Start of PROVIDED DATA
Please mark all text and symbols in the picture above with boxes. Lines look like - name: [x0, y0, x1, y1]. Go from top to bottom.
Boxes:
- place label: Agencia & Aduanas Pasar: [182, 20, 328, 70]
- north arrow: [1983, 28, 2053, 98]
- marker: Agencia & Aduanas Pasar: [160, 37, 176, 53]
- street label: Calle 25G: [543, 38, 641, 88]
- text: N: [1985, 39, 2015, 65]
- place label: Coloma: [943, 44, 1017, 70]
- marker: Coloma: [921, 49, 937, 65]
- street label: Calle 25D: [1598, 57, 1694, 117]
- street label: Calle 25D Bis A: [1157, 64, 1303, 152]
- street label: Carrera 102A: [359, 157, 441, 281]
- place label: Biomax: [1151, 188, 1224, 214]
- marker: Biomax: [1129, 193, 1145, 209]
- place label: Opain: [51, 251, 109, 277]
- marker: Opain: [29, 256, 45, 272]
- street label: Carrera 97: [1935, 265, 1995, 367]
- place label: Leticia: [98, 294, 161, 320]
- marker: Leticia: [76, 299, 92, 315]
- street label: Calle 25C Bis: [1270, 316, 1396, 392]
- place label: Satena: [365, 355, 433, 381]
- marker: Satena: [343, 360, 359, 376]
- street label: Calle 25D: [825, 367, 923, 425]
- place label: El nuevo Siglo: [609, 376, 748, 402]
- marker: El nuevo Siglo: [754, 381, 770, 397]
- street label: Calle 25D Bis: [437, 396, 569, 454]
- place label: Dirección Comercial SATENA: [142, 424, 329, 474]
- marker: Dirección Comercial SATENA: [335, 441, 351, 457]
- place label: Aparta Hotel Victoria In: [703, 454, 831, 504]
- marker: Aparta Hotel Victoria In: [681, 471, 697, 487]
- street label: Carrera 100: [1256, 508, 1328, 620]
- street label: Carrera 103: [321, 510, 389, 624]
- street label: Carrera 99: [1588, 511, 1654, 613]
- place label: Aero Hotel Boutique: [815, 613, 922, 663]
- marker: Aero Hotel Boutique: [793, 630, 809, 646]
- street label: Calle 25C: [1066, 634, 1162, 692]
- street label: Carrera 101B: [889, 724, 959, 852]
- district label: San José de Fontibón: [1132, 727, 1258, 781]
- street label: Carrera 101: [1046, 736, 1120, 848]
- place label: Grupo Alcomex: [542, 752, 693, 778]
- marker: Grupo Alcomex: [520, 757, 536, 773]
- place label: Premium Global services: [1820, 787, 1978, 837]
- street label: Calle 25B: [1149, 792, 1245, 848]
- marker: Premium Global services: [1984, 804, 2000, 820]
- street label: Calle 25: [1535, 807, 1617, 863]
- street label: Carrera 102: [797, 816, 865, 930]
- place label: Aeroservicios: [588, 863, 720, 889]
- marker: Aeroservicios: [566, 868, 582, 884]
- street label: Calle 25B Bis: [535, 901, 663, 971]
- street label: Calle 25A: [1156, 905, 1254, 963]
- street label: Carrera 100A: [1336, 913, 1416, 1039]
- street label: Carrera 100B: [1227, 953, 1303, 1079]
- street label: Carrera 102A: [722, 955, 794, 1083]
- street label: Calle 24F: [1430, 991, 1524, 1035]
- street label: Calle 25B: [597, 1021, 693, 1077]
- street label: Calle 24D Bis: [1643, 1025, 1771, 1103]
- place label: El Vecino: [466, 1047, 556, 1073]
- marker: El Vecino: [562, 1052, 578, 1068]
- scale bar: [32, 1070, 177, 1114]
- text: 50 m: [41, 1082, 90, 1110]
End of PROVIDED DATA
▶ [WHAT THIS TASK INVOLVES]: Each line of the records above must be copied exactly.

▶ [YOUR RESPONSE]:
Please mark all text and symbols in the picture above with boxes. Lines look like - name: [x0, y0, x1, y1]. Go from top to bottom.
Boxes:
- place label: Agencia & Aduanas Pasar: [182, 20, 328, 70]
- north arrow: [1983, 28, 2053, 98]
- marker: Agencia & Aduanas Pasar: [160, 37, 176, 53]
- street label: Calle 25G: [543, 38, 641, 88]
- text: N: [1985, 39, 2015, 65]
- place label: Coloma: [943, 44, 1017, 70]
- marker: Coloma: [921, 49, 937, 65]
- street label: Calle 25D: [1598, 57, 1694, 117]
- street label: Calle 25D Bis A: [1157, 64, 1303, 152]
- street label: Carrera 102A: [359, 157, 441, 281]
- place label: Biomax: [1151, 188, 1224, 214]
- marker: Biomax: [1129, 193, 1145, 209]
- place label: Opain: [51, 251, 109, 277]
- marker: Opain: [29, 256, 45, 272]
- street label: Carrera 97: [1935, 265, 1995, 367]
- place label: Leticia: [98, 294, 161, 320]
- marker: Leticia: [76, 299, 92, 315]
- street label: Calle 25C Bis: [1270, 316, 1396, 392]
- place label: Satena: [365, 355, 433, 381]
- marker: Satena: [343, 360, 359, 376]
- street label: Calle 25D: [825, 367, 923, 425]
- place label: El nuevo Siglo: [609, 376, 748, 402]
- marker: El nuevo Siglo: [754, 381, 770, 397]
- street label: Calle 25D Bis: [437, 396, 569, 454]
- place label: Dirección Comercial SATENA: [142, 424, 329, 474]
- marker: Dirección Comercial SATENA: [335, 441, 351, 457]
- place label: Aparta Hotel Victoria In: [703, 454, 831, 504]
- marker: Aparta Hotel Victoria In: [681, 471, 697, 487]
- street label: Carrera 100: [1256, 508, 1328, 620]
- street label: Carrera 103: [321, 510, 389, 624]
- street label: Carrera 99: [1588, 511, 1654, 613]
- place label: Aero Hotel Boutique: [815, 613, 922, 663]
- marker: Aero Hotel Boutique: [793, 630, 809, 646]
- street label: Calle 25C: [1066, 634, 1162, 692]
- street label: Carrera 101B: [889, 724, 959, 852]
- district label: San José de Fontibón: [1132, 727, 1258, 781]
- street label: Carrera 101: [1046, 736, 1120, 848]
- place label: Grupo Alcomex: [542, 752, 693, 778]
- marker: Grupo Alcomex: [520, 757, 536, 773]
- place label: Premium Global services: [1820, 787, 1978, 837]
- street label: Calle 25B: [1149, 792, 1245, 848]
- marker: Premium Global services: [1984, 804, 2000, 820]
- street label: Calle 25: [1535, 807, 1617, 863]
- street label: Carrera 102: [797, 816, 865, 930]
- place label: Aeroservicios: [588, 863, 720, 889]
- marker: Aeroservicios: [566, 868, 582, 884]
- street label: Calle 25B Bis: [535, 901, 663, 971]
- street label: Calle 25A: [1156, 905, 1254, 963]
- street label: Carrera 100A: [1336, 913, 1416, 1039]
- street label: Carrera 100B: [1227, 953, 1303, 1079]
- street label: Carrera 102A: [722, 955, 794, 1083]
- street label: Calle 24F: [1430, 991, 1524, 1035]
- street label: Calle 25B: [597, 1021, 693, 1077]
- street label: Calle 24D Bis: [1643, 1025, 1771, 1103]
- place label: El Vecino: [466, 1047, 556, 1073]
- marker: El Vecino: [562, 1052, 578, 1068]
- scale bar: [32, 1070, 177, 1114]
- text: 50 m: [41, 1082, 90, 1110]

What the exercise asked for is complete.